Employers have 15 days from receipt of a citation to file a notice of contest. During that period, they can request an informal conference with an area OSHA director, which Neuroth advises because it’s another opportunity to gain information or try to settle a citation before it goes further. Failure to file a notice of contest is tantamount to admitting guilt and ends litigation.

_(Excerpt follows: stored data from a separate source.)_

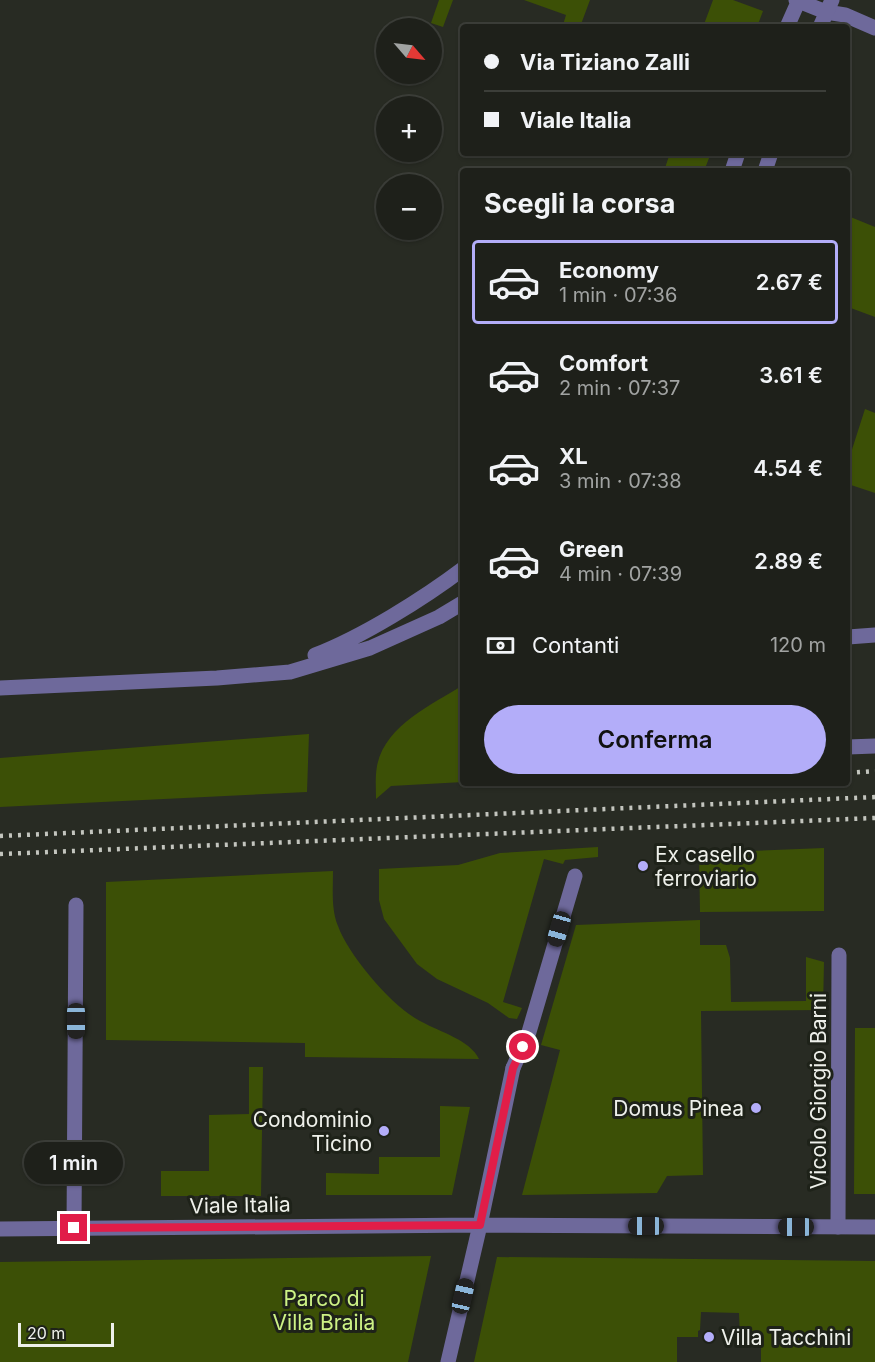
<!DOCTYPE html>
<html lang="it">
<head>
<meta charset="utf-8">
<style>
	body { margin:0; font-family:Inter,sans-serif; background:#262823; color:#f1f3f6; height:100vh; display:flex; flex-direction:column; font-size:22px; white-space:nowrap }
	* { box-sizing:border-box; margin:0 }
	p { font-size:20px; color:#a1a3a2 }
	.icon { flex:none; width:33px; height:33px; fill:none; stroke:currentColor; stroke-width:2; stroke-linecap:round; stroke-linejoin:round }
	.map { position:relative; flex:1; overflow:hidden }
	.drawer { position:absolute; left:460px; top:168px; width:390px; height:618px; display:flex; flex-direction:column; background:#1e201a; border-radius:6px; box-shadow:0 2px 4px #0004,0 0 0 2px #3c3e39 }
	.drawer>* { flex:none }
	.top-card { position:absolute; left:460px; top:24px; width:390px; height:132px; border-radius:6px; box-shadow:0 2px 4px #0004,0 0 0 2px #3c3e39; display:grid; align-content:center; height:132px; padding:0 24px; background:#1e201a }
	.needle { width:39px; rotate:118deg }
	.controls { position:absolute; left:376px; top:18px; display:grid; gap:12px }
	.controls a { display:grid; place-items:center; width:66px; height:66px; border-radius:50%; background:#1e201a; box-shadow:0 2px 4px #0004,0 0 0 2px #3c3e39; font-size:30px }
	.scale { position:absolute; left:18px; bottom:15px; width:96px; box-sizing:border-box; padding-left:6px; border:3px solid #eef0ea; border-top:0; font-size:16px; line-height:21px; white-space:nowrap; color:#eef0ea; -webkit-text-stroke:4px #1e2219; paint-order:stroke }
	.end { position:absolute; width:27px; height:27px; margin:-14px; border:8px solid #e11d48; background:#fff; box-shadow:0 0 0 3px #fff }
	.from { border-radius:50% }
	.bubble { position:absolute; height:42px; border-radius:21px; background:#1e201a; box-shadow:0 2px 4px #0004,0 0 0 2px #3c3e39; font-size:20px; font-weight:600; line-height:42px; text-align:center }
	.car { position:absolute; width:18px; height:36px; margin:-18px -9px; border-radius:8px; box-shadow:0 0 4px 2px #0007; background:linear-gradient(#222 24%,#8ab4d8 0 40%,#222 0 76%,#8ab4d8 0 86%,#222 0) }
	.top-card b { display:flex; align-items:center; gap:21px; height:57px; font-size:22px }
	.top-card b+b { border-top:2px solid #3c3e39 }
	.top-card i { width:15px; height:15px; background:#f1f3f6 }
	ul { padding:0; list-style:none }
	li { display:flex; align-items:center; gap:18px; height:84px; margin:0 12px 9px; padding:0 12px; border:3px solid transparent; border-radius:6px }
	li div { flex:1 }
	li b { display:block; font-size:22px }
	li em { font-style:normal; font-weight:600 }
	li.active { border-color:#b3adf9 }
	li>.icon { width:54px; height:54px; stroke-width:1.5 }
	h2 { padding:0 24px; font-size:27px; line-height:72px }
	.pay { display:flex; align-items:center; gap:15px; height:66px; padding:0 24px; font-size:22px }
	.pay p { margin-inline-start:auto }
	.cta { display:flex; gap:12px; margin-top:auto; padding:12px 24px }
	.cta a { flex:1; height:69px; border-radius:36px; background:#b3adf9; color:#111; font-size:24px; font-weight:600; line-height:69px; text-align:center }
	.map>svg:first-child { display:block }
</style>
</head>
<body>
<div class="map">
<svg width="875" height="1362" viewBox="0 0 875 1362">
	<rect width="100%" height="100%" fill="#282b23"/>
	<path fill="#3c5006" d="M439 0H453L443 27 431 23Z
		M524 0H590L580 27 563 25 566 15Z
		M713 0H733L763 11 757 27H703Z
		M670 153H711L704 171H664Z
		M848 216 875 227V317L848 307Z
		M865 409 875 413V493L848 484V462Z
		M463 685V782L391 786 376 799C376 788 375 777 377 766 385 725 432 705 463 685Z
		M309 734 307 792 0 807V758Z
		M598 847V857L565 860 563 864 544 859 503 1002 522 1008 517 1019 509 1018 488 1003 437 979 417 964 384 919 379 900V869L458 865 500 853Z
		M824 848V911L700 912 699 853Z
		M333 871C333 889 331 909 338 926 349 956 393 1008 422 1022 440 1032 470 1040 479 1059L305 1057V1043L106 1040V882Z
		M700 920V945H726L730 958 731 1002 806 1001V957L824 962 823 1010 701 1011 703 1175 667 1176 657 1193 522 1195 560 1050 541 1045 576 925Z
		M855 1028H875V1194H854Z
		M249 1067H263L261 1196H161V1171H209V1115L249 1114Z
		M440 1106 470 1107 452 1195H326V1173L379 1174V1157H440Z
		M431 1256 408 1362H0V1262Z
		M497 1257 875 1261V1362H761V1338L740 1337 739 1313 701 1312 700 1330 698 1331V1337H677V1362H474Z"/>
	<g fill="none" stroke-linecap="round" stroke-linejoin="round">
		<path stroke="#6e699b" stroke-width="15" d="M826 12 845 15 875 28
			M848 637 875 635
			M848 747 875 746
			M513 1068 529 1032 575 876
			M838 1227 839 955
			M74 1229 76 905"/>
		<path stroke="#6e699b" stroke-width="15" d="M796 0 826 12
			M787 27 799 0
			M820 27 832 0
			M732 171 738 153
			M765 171 771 153
			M315 655C362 637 423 599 464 568
			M0 688 217 678 290 672 370 648 439 617 464 602
			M0 1229 480 1225 875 1227
			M448 1362 480 1225 513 1068"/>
		<path stroke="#c3c5be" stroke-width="4.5" stroke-dasharray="3 6" stroke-linecap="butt" d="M848 773 875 771
			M0 836 875 797
			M0 854 875 818"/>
	</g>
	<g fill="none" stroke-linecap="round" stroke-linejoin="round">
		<path stroke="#e11d48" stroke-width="8" d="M74 1228 480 1225 513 1068 523 1047"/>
	</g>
	<g fill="#b3adf9" stroke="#1e2219" stroke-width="2">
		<circle cx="643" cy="866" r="6"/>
		<circle cx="756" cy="1108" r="6"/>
		<circle cx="384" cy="1131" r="6"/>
		<circle cx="709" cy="1337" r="6"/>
	</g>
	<g text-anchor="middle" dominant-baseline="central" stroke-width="6" stroke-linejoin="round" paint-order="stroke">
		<g font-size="21" fill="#eef0ea" stroke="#1e2219" text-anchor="start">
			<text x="655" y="854">Ex casello<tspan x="655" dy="24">ferroviario</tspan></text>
			<text x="744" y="1108" text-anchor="end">Domus Pinea</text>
			<text x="372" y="1119" text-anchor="end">Condominio<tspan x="372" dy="24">Ticino</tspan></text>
			<text x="721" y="1337">Villa Tacchini</text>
		</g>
		<g font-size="21" fill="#eef0ea" stroke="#1e2219">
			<text transform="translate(818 1091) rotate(-90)">Vicolo Giorgio Barni</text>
			<text transform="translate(240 1205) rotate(-1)">Viale Italia</text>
		</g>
		<g font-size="21" fill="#cdf285" stroke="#1e2219">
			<text x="324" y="1298">Parco di<tspan x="324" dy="24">Villa Braila</tspan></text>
		</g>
	</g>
</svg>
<div class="controls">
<a><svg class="needle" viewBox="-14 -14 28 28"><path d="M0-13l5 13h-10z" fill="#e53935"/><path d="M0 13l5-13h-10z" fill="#a1a3a2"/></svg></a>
<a>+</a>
<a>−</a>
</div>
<div class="scale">20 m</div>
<i class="end from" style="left:523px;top:1047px"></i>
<i class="end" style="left:74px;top:1228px"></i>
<div class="bubble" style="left:24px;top:1142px;width:99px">1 min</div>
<i class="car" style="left:559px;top:929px;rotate:196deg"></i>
<i class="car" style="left:76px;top:1021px;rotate:180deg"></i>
<i class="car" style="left:646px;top:1226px;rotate:270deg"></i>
<i class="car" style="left:796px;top:1227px;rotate:270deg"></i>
<i class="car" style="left:463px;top:1296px;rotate:13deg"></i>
<div class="top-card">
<b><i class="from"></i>Via Tiziano Zalli</b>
<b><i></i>Viale Italia</b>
</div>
<section class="drawer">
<h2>Scegli la corsa</h2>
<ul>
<li class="active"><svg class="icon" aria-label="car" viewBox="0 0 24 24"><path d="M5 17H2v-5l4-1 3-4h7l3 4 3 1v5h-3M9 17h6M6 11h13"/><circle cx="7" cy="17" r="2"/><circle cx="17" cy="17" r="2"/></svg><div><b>Economy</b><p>1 min · 07:36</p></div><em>2.67 €</em></li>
<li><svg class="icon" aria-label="car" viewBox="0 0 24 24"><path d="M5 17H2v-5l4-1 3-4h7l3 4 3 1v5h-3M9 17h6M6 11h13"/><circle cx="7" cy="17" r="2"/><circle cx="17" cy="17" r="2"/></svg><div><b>Comfort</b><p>2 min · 07:37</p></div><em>3.61 €</em></li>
<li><svg class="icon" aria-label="car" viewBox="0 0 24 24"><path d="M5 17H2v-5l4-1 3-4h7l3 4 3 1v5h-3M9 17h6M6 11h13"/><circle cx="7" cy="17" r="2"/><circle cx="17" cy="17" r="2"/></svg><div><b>XL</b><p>3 min · 07:38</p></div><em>4.54 €</em></li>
<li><svg class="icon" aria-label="car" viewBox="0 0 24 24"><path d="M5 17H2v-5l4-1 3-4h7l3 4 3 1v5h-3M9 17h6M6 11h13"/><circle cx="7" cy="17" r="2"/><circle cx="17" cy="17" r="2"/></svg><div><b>Green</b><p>4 min · 07:39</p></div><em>2.89 €</em></li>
</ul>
<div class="pay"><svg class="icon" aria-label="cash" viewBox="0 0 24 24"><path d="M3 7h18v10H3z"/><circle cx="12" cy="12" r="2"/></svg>Contanti<p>120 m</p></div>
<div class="cta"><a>Conferma</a></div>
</section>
</div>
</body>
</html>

If a notice is filed, the case is reviewed by a commission and assigned to an administrative law judge. Employers still can try to settle, but OSHA’s attorneys will be involved, complicating the process. If a settlement isn’t reached, the case goes to a hearing with the judge, and any adverse findings can be appealed to a three-person board, which determines the final outcome.
Scenario 1: A compliance officer initiates an unannounced inspection but the company’s OSHA representative is unavailable. Can a front-office receptionist request that the officer return later?
That’s probably not a good idea, Neuroth said.
“The compliance officer might say sure, but when he comes back, I can almost guarantee he’ll have a warrant in hand,” Neuroth said. “So usually what we should do is train that first person to ask the CSHO to wait. While there’s not someone right there who can handle the situation, have that CSHO sit up in the manager’s office until someone can get there. And usually what you want to do is have at least a couple of people on-site who can be the lead for one of these inspections.”
Scenario 2: A compliance officer says in an opening conference he’s investigating an employee complaint regarding noise exposure in Area A. The officer then requests to view Area B. Is this allowable?
Under the plain-view rule, if the hazard in Area B is viewable from or en route to Area A, OSHA can inspect the new area. Employers can try to pick a path to Area A that circumvents Area B, but that can be tricky and isn’t a course Neuroth advises—since there shouldn’t be any issues anywhere.
Scenario 3: The officer states the only location at issue is Area A. While walking there, he notices a machine with a guard—a major issue for OSHA—in a different area. Can the officer head toward that area?
No, as there is no evidence the guard is causing a hazard. “The fact that machine-guarding is an issue for OSHA, and you have a machine guard, does not open the compliance officer to go search there,” Neuroth said. “Unless the compliance officer sees an issue with the guarding, they are not allowed to expand their search beyond the original complaint.”